Pero a su vez, una adecuada planificación del corte y acondicionado del forraje contribuirá a mantener la calidad del producto final y mejorar su competitividad en el mercado: “El camino para una producción eficiente y sustentable está marcado por la innovación y la adaptación a las nuevas exigencias. La alfalfa, un cultivo noble por naturaleza, se presenta hoy como una opción rentable y con un futuro prometedor para los productores de la región”.
Consultado por El Semiárido, el profesional reveló que el cultivo de alfalfa en el corredor Quines-Candelaria se ha consolidado como una actividad de gran importancia en la región. Explicó que su relevancia no solo radica en el conocimiento acumulado por los productores, sino también en su ubicación estratégica dentro de un área árida, rodeada por sistemas productivos de ganadería de cría.
“Este cultivo es aprovechado tanto por pequeños y medianos productores como por grandes empresas, con distintos objetivos productivos: producción de fardos, rollos, consumo directo y valor agregado mediante pellets o fardos compactados”, indicó.


Andrada recordó que abril es un mes clave para la implantación de la alfalfa en la región: “A lo largo de los años, el seguimiento de cultivos y la experiencia de los productores han demostrado que la siembra en esta época ofrece ventajas significativas sobre la realizada en septiembre-octubre. La elección del momento adecuado es fundamental para garantizar el éxito del cultivo y maximizar su productividad”.
Para el técnico, el sector alfalfero enfrenta nuevas exigencias tanto a nivel local como internacional. Uno de los conceptos clave que ha cobrado relevancia en los últimos tiempos es el de «maleza cero«. Para alcanzar este objetivo, “es crucial ampliar el enfoque en el manejo del cultivo, prestando especial atención a la preparación del suelo y la selección de antecedentes”, advirtió.

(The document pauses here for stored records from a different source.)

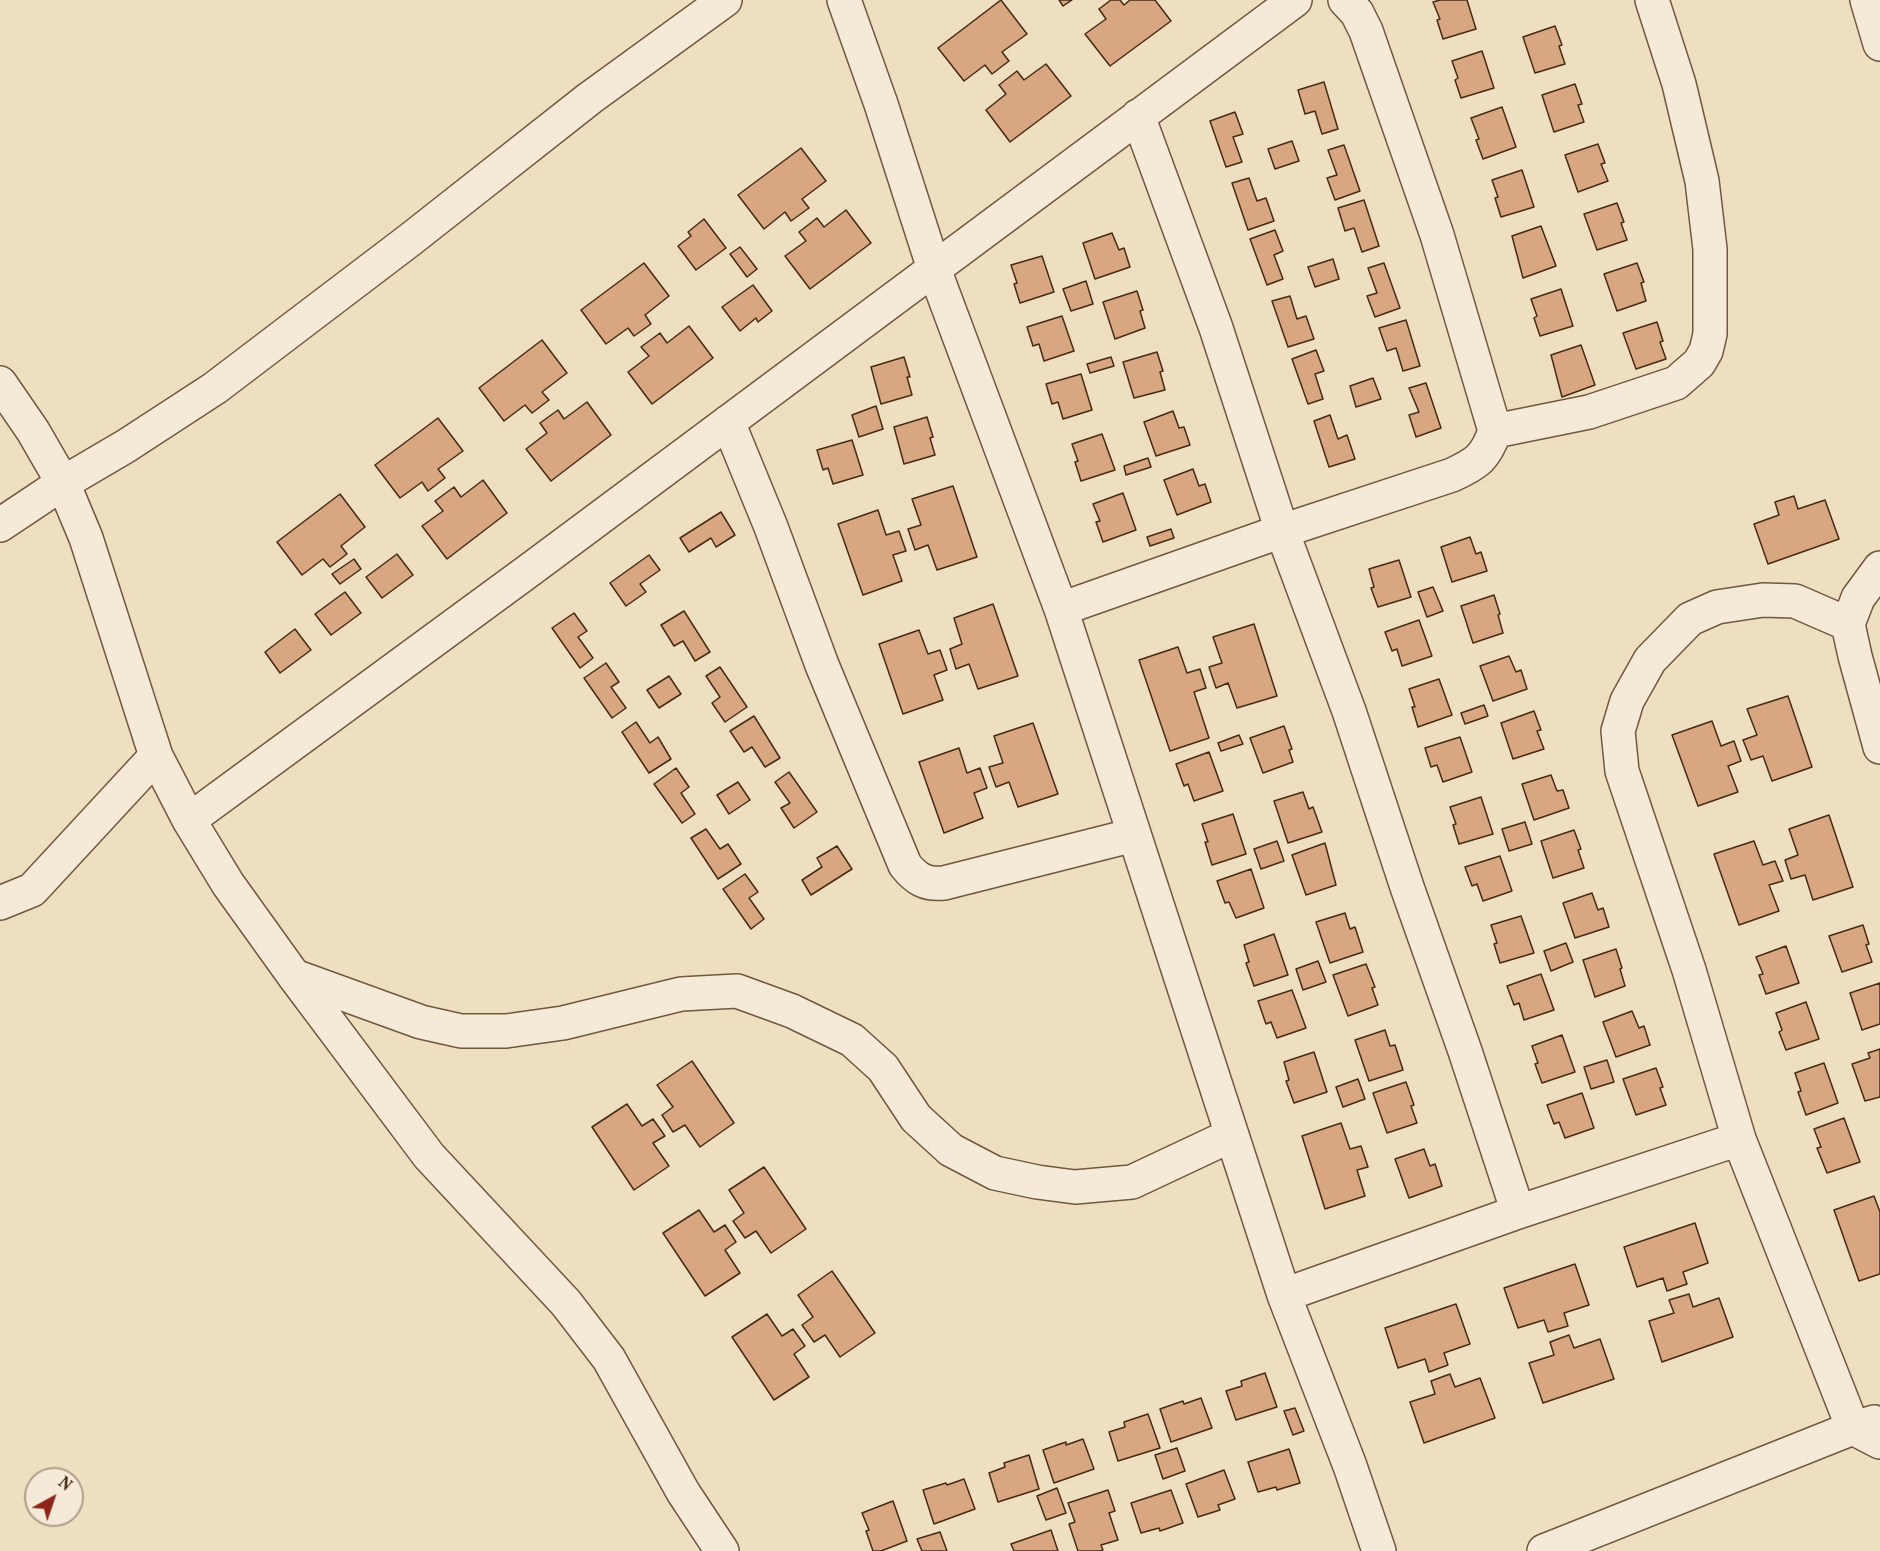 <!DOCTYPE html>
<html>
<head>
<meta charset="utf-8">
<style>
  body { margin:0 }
  #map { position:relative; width:1880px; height:1551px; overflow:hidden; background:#efdfc1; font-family:Vollkorn,serif }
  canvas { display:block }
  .north { position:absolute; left:24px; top:1467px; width:60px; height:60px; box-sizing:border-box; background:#f5ead7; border:2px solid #af9e89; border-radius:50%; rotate:40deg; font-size:16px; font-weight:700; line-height:24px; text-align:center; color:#462b13 }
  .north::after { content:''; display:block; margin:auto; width:21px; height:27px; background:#8f2418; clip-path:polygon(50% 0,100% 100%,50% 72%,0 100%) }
</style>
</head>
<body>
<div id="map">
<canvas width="1880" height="1551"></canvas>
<div class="north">N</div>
</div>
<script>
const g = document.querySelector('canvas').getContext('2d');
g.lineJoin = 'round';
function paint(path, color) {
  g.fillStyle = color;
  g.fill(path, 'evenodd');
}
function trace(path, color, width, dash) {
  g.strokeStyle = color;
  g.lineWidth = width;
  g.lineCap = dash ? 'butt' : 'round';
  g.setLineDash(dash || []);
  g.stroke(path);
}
const building = new Path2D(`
  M1001 0 1027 34 1002 52 1009 61 992 74 985 65 964 81 938 48Z
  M1059 0H1072L1063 6Z
  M1111 0H1120L1124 5 1130 0H1155L1171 21 1110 66 1085 34 1106 19 1099 9Z
  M1440 0H1467L1476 29 1443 39 1437 20 1440 19 1433 2Z
  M1555 26 1562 45 1559 46 1565 64 1535 73 1523 37Z
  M1482 51 1494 88 1461 98 1455 80 1458 78 1452 61Z
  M1046 64 1071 96 1010 142 986 110 1006 94 999 85 1017 71 1024 80Z
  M1324 82 1338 129 1322 134 1315 111 1305 114 1298 90Z
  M1575 84 1582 104 1578 105 1584 122 1554 132 1542 95Z
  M1502 107 1516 147 1483 159 1476 140 1479 139 1471 118Z
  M1235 112 1243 134 1233 137 1242 162 1226 167 1210 121Z
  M1292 141 1299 161 1275 169 1268 149Z
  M1598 144 1605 163 1601 164 1608 181 1578 192 1565 155Z
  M1344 145 1360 191 1335 200 1327 178 1337 175 1328 150Z
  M801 148 826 181 802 199 809 208 791 221 785 212 764 229 738 195Z
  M1522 170 1534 207 1501 217 1495 198 1498 197 1492 180Z
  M1249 178 1257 201 1266 198 1274 221 1248 230 1232 183Z
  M1364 200 1379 246 1362 252 1354 228 1345 231 1338 208Z
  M1617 203 1624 222 1621 223 1627 240 1597 250 1584 214Z
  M846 210 871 243 810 289 785 256 806 241 799 232 817 218 824 227Z
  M704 219 726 248 696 270 678 246 691 236 688 232Z
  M1541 226 1556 266 1523 278 1512 236Z
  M1275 230 1283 251 1274 255 1283 279 1267 285 1250 239Z
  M1112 233 1119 250 1124 248 1130 267 1095 279 1083 243Z
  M740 247 757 269 747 277 730 254Z
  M1042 256 1054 292 1020 303 1014 284 1017 283 1011 265Z
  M1333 259 1339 279 1315 287 1308 267Z
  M644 263 669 296 645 315 651 324 634 336 628 328 606 344 581 310Z
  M1384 263 1400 308 1375 317 1367 296 1377 293 1368 268Z
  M1637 263 1644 282 1641 283 1646 301 1617 311 1604 274Z
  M1086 281 1093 304 1071 311 1063 289Z
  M753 285 772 311 758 322 756 318 740 331 722 307Z
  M1561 289 1573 326 1540 336 1534 318 1537 316 1531 299Z
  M1137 291 1143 310 1140 311 1145 328 1115 339 1103 302Z
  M1290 296 1297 319 1306 316 1314 339 1288 347 1272 301Z
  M1062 316 1074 351 1044 361 1039 344 1033 346 1027 327Z
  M1406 320 1420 366 1403 371 1396 348 1387 351 1379 328Z
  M1657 322 1663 341 1660 342 1666 359 1636 369 1623 333Z
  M689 326 713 358 652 404 628 372 649 356 641 347 660 333 667 343Z
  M542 340 567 373 542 392 549 400 532 413 525 405 504 421 479 388Z
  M1581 345 1595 385 1562 397 1551 355Z
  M1316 350 1324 371 1315 374 1323 399 1308 404 1292 359Z
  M1157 352 1163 371 1160 372 1165 390 1134 398 1123 362Z
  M904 357 910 377H907L912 395 881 404 871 367Z
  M1111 357 1114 366 1090 373 1087 364Z
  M1081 374 1092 410 1063 419 1058 402 1052 404 1046 384Z
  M1373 378 1381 399 1356 407 1350 386Z
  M1426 383 1441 428 1416 437 1409 415 1419 412 1409 388Z
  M587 402 611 435 551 481 526 449 547 433 540 423 558 410 564 419Z
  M876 406 883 429 859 437 852 415Z
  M1173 411 1179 428 1184 427 1190 445 1156 456 1144 422Z
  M1330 415 1338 439 1347 435 1355 459 1329 467 1314 421Z
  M927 417 933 437 930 438 935 455 904 464 894 427Z
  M438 418 463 451 438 469 445 478 428 491 422 482 400 498 375 465Z
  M1102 434 1115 470 1081 481 1075 462 1078 461 1072 444Z
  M852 440 863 475 833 484 828 468 823 470 817 450Z
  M1148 458 1151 467 1126 475 1124 466Z
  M1193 469 1199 486 1205 484 1211 502 1177 515 1164 480Z
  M483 480 507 513 447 559 422 526 443 511 435 501 454 487 461 497Z
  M953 486 977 557 937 570 928 545 915 550 908 529 921 525 912 499Z
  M1123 493 1136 530 1103 542 1096 522 1100 521 1093 504Z
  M340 494 365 527 341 546 347 554 330 567 323 559 302 575 277 542Z
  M1794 496 1798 509 1825 500 1839 539 1768 564 1754 524 1779 515 1775 502Z
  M878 510 886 535 899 531 906 551 893 555 902 581 863 595 838 524Z
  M721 512 735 535 716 547 711 538 689 552 680 538Z
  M1171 529 1174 538 1150 546 1147 537Z
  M1470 537 1476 554 1481 552 1487 571 1452 582 1441 547Z
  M397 554 413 575 382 598 366 577Z
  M649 555 660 570 640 584 646 592 626 606 610 583Z
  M354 559 361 569 340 584 332 574Z
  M1399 560 1411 597 1378 607 1371 588 1374 587 1369 569Z
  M1433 587 1443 611 1427 617 1418 592Z
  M345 592 361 613 331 635 315 614Z
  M1494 595 1500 614 1498 615 1503 633 1473 643 1461 606Z
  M993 604 1018 676 978 689 969 664 956 669 950 649 962 644 954 618Z
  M684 611 710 652 695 661 683 641 674 646 661 625Z
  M574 613 587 631 578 637 593 658 580 668 552 628Z
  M1419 620 1432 656 1402 666 1397 649 1392 651 1385 632Z
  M1254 624 1277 696 1237 708 1228 683 1216 688 1209 667 1222 663 1213 637Z
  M295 629 311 650 280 673 265 652Z
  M919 630 928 654 940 650 947 670 934 675 943 700 903 714 879 644Z
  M1178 647 1187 673 1200 669 1206 688 1194 692 1209 738 1170 751 1139 660Z
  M1509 656 1516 672 1521 670 1527 689 1493 701 1480 666Z
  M606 663 619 682 611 687 626 708 612 718 584 678Z
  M720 667 747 707 725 722 712 703 720 697 706 676Z
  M669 676 681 694 659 708 647 690Z
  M1439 679 1452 715 1418 727 1412 707H1415L1409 689Z
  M1788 696 1812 767 1772 781 1763 756 1751 760 1743 740 1757 735 1747 709Z
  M1484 705 1488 716 1465 724 1461 713Z
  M1534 711 1541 730 1537 731 1544 749 1513 759 1501 723Z
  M754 716 780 758 765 767 752 747 744 752 730 731Z
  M1712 721 1721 746 1734 741 1741 761 1728 766 1738 792 1698 806 1672 735Z
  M636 722 650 743 658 737 671 759 649 773 622 732Z
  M1033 723 1058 794 1018 807 1009 782 996 787 989 767 1003 763 994 736Z
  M1284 726 1292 749 1289 750 1293 762 1263 773 1250 738Z
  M1239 735 1243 744 1221 751 1218 743Z
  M1460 737 1472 772 1443 782 1437 765 1431 767 1425 748Z
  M959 748 967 773 980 768 987 788 974 793 983 818 944 833 919 762Z
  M1209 752 1223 791 1194 801 1188 784 1184 786 1176 764Z
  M676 768 689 787 681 793 695 814 682 823 654 784Z
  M789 772 817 812 794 828 781 808 790 803 775 782Z
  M1551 775 1557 791 1563 790 1569 808 1534 820 1522 784Z
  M738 782 750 800 729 814 717 795Z
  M1303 792 1309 809 1313 807 1322 832 1288 843 1274 801Z
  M1481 797 1493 834 1459 844 1453 825 1456 824 1450 807Z
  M1233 814 1246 854 1212 865 1205 842H1208L1202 824Z
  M1829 815 1853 887 1813 900 1805 875 1791 879 1785 860 1798 855 1789 829Z
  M1525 822 1532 844 1509 851 1502 829Z
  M706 829 720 849 728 844 741 864 718 879 691 838Z
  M1574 830 1581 849 1578 850 1584 868 1553 878 1541 841Z
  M1277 841 1284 861 1261 869 1254 849Z
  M1754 841 1763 865 1775 861 1783 881 1769 885 1779 911 1739 925 1714 854Z
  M1325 843 1336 885 1306 895 1292 855Z
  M837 846 852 869 811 895 802 880 822 867 817 858Z
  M1500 856 1512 891 1483 901 1477 884 1472 886 1465 867Z
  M1251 869 1264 908 1236 918 1229 902 1225 903 1217 881Z
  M745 874 758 892 749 898 764 919 751 929 723 889Z
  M1592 893 1598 910 1603 908 1609 927 1575 938 1563 903Z
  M1345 913 1350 929 1355 927 1363 952 1330 963 1316 922Z
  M1521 916 1534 953 1500 963 1494 944 1497 943 1491 925Z
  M1863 925 1869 944 1866 945 1872 962 1842 972 1829 936Z
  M1274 934 1288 975 1254 986 1246 963 1249 962 1244 945Z
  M1566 943 1573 962 1551 971 1544 951Z
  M1786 946 1799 983 1766 994 1759 975 1763 974 1756 957Z
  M1616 949 1622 968 1620 969 1625 986 1595 997 1583 960Z
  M1318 961 1326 982 1303 990 1296 969Z
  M1366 964 1375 987 1372 988 1378 1005 1348 1016 1333 975Z
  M1541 974 1554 1010 1524 1020 1519 1003 1514 1005 1507 986Z
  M1880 983V1024L1862 1030 1850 993Z
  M1292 990 1306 1028 1277 1038 1271 1022 1266 1024 1258 1001Z
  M1806 1002 1819 1039 1786 1050 1779 1032 1782 1030 1776 1013Z
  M1632 1011 1639 1028 1644 1026 1650 1045 1616 1057 1603 1022Z
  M1385 1030 1390 1046 1395 1045 1403 1070 1369 1081 1355 1040Z
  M1562 1035 1575 1072 1542 1083 1535 1064 1538 1063 1532 1046Z
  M1880 1049V1097L1865 1101 1852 1064 1870 1058 1868 1053Z
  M1314 1052 1327 1092 1294 1103 1286 1081 1289 1080 1284 1062Z
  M1607 1060 1614 1082 1591 1089 1584 1067Z
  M692 1061 734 1123 700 1147 685 1125 673 1132 662 1115 673 1107 657 1085Z
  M1824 1063 1838 1103 1806 1115 1798 1092 1801 1091 1795 1073Z
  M1656 1068 1663 1087 1660 1088 1666 1105 1636 1115 1623 1079Z
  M1358 1079 1365 1099 1343 1107 1336 1087Z
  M1406 1082 1414 1105 1411 1106 1417 1123 1387 1133 1373 1093Z
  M1582 1093 1594 1128 1565 1138 1559 1122 1554 1124 1547 1105Z
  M627 1104 642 1126 653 1119 665 1136 653 1143 669 1166 634 1190 592 1127Z
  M1844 1118 1860 1162 1827 1173 1817 1148 1821 1147 1814 1129Z
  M1341 1123 1350 1149 1361 1146 1368 1167 1357 1170 1365 1196 1325 1209 1302 1136Z
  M1424 1149 1430 1166 1435 1164 1442 1186 1409 1198 1395 1159Z
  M764 1167 806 1229 771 1253 756 1231 745 1238 733 1221 744 1213 729 1190Z
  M1874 1196 1880 1212V1274L1859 1281 1834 1210Z
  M699 1210 714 1232 725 1225 736 1242 725 1250 740 1273 705 1296 663 1233Z
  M1695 1223 1708 1263 1683 1272 1687 1284 1667 1291 1663 1278 1637 1287 1624 1247Z
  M1575 1264 1589 1305 1564 1313 1568 1326 1548 1332 1544 1320 1518 1328 1504 1288Z
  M832 1271 875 1333 840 1357 825 1335 814 1342 802 1325 813 1317 798 1295Z
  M1689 1294 1693 1307 1719 1298 1733 1337 1662 1362 1649 1321 1674 1313 1669 1300Z
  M1456 1304 1470 1344 1444 1353 1448 1365 1429 1372 1425 1359 1398 1368 1385 1328Z
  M767 1314 782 1336 793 1329 805 1346 794 1354 809 1377 774 1400 732 1337Z
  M1569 1335 1574 1348 1600 1339 1614 1379 1543 1403 1529 1363 1554 1355 1550 1342Z
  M1265 1373 1277 1407 1236 1420 1226 1391 1242 1386 1241 1381Z
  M1450 1374 1455 1387 1480 1378 1495 1418 1424 1443 1410 1402 1435 1394 1431 1381Z
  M1201 1398 1212 1428 1171 1442 1160 1409 1183 1401 1184 1404Z
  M1295 1408 1304 1431 1293 1435 1284 1411Z
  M1148 1414 1160 1448 1118 1461 1109 1432 1125 1427 1124 1422Z
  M1083 1439 1094 1469 1054 1483 1043 1450 1066 1442V1445Z
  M1177 1448 1185 1471 1163 1479 1155 1455Z
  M1289 1449 1300 1483 1277 1490 1276 1487 1258 1492 1248 1462Z
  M1029 1455 1039 1489 998 1502 989 1473 1005 1467 1004 1463Z
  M1224 1470 1235 1499 1218 1505 1220 1510 1198 1517 1186 1484Z
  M964 1479 975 1509 934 1524 923 1490 946 1483 947 1485Z
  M1057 1488 1066 1513 1046 1520 1037 1496Z
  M1108 1490 1115 1511 1109 1513 1118 1540 1101 1545 1103 1550 1100 1551H1078L1069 1524 1075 1522 1068 1503Z
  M1171 1490 1183 1523 1160 1531 1159 1528 1141 1533 1131 1503Z
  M893 1501 907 1541 881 1551H873L866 1531 869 1530 862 1513Z
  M1051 1530 1058 1551H1014L1011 1544Z
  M940 1532 947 1551H922L917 1539Z`);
paint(building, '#d8a680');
trace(building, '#462b13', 1.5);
const street = new Path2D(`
  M844 0 881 104 934 269 1061 609 1284 1295 1350 1466 1379 1551
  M1867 0 1880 44
  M1138 116 1216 328 1282 531 1349 711 1407 887 1465 1051 1518 1212
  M0 383 33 431 63 483 86 538 156 756 189 820 228 884 294 976 429 1156 566 1303 609 1359 683 1492 722 1551
  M728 422 771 527 822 665 905 865C916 879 926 885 944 883L1134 835
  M1495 431 1589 412 1676 383 1699 363 1706 351 1710 334V249L1702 181 1679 84 1652 0
  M0 525 63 483 126 446 215 388 411 239 590 98 725 0
  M1880 568 1858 598 1848 624 1855 656 1880 747
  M1061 609 1282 531 1452 475C1478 463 1485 458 1495 431L1437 235 1366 31 1357 13 1345 0
  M1848 624 1795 601 1763 600 1717 607 1690 619 1650 660 1627 701 1618 731 1622 771 1689 970 1739 1139 1853 1428 1880 1442
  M189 820 531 569 1295 0
  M0 903 32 890 156 756
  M294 976 421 1022 461 1031H506L563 1023 681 994 737 991 792 1011 852 1040 883 1068 916 1118 951 1150 995 1173 1037 1182 1075 1187 1132 1182 1232 1135
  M1284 1295 1518 1212 1739 1139
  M1544 1551 1853 1428 1874 1422`);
trace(street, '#70583e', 36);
trace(street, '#f5ead7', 33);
</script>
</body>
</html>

El mejor antecesor para la siembra de alfalfa es la Moha, ya que proporciona cobertura vegetal, deja un rastrojo manejable y reduce la presencia de malezas, aseguró Andrada: “Sin embargo, uno de los errores comunes es preparar el lote pocas semanas antes de la siembra, lo que limita el control de malezas y afecta la implantación”.


Preparación del suelo y control de malezas
Detalló que, desde febrero y marzo, los productores deben iniciar la preparación del suelo con rastreadas periódicas para estimular la germinación de malezas y eliminarlas antes de la siembra. Además, recomendó realizar un control químico planificado, considerando productos específicos para cada tipo de maleza según la estación del año.
“El control de malezas es esencial durante todo el ciclo del cultivo. En otoño e invierno, las crucíferas representan un desafío, mientras que en primavera emergen gramíneas que pueden afectar la calidad del forraje. La aplicación de herbicidas adecuados en los momentos oportunos es clave para mantener el objetivo de maleza cero«, insistió.
Por otra parte, aseguró que la densidad de siembra también influye en el éxito del cultivo y consideró que se ha comprobado que densidades entre 12 y 16 kilos por hectárea son adecuadas para la región, permitiendo una buena cobertura del lote sin incurrir en costos excesivos. Además, dijo que es importante asegurar una correcta nivelación del terreno y elegir un sistema de siembra adecuado para garantizar una profundidad superficial correcta y un buen contacto con el suelo.
“El manejo del riego es otro factor determinante. Las lluvias oportunas pueden favorecer la implantación, pero en su ausencia, el riego presiembra es una estrategia efectiva para asegurar la humedad necesaria”, aconsejó.
Para que la implantación sea exitosa, concluyó Andrada, el objetivo es alcanzar al menos 250 plantas por metro cuadrado a los 100 días. Una menor densidad de plantas aumenta el riesgo de aparición de malezas y afecta la productividad del cultivo, advirtió.
Por otro lado, Andrada destacó que la demanda de alfalfa ha crecido en mercados especializados, como el sector hípico y la exportación, lo que convierte a este cultivo en una alternativa rentable. Sin embargo, para aprovechar estas oportunidades, reiteró que es crucial adaptar las prácticas de manejo y producción a los nuevos estándares de calidad y sanidad vegetal.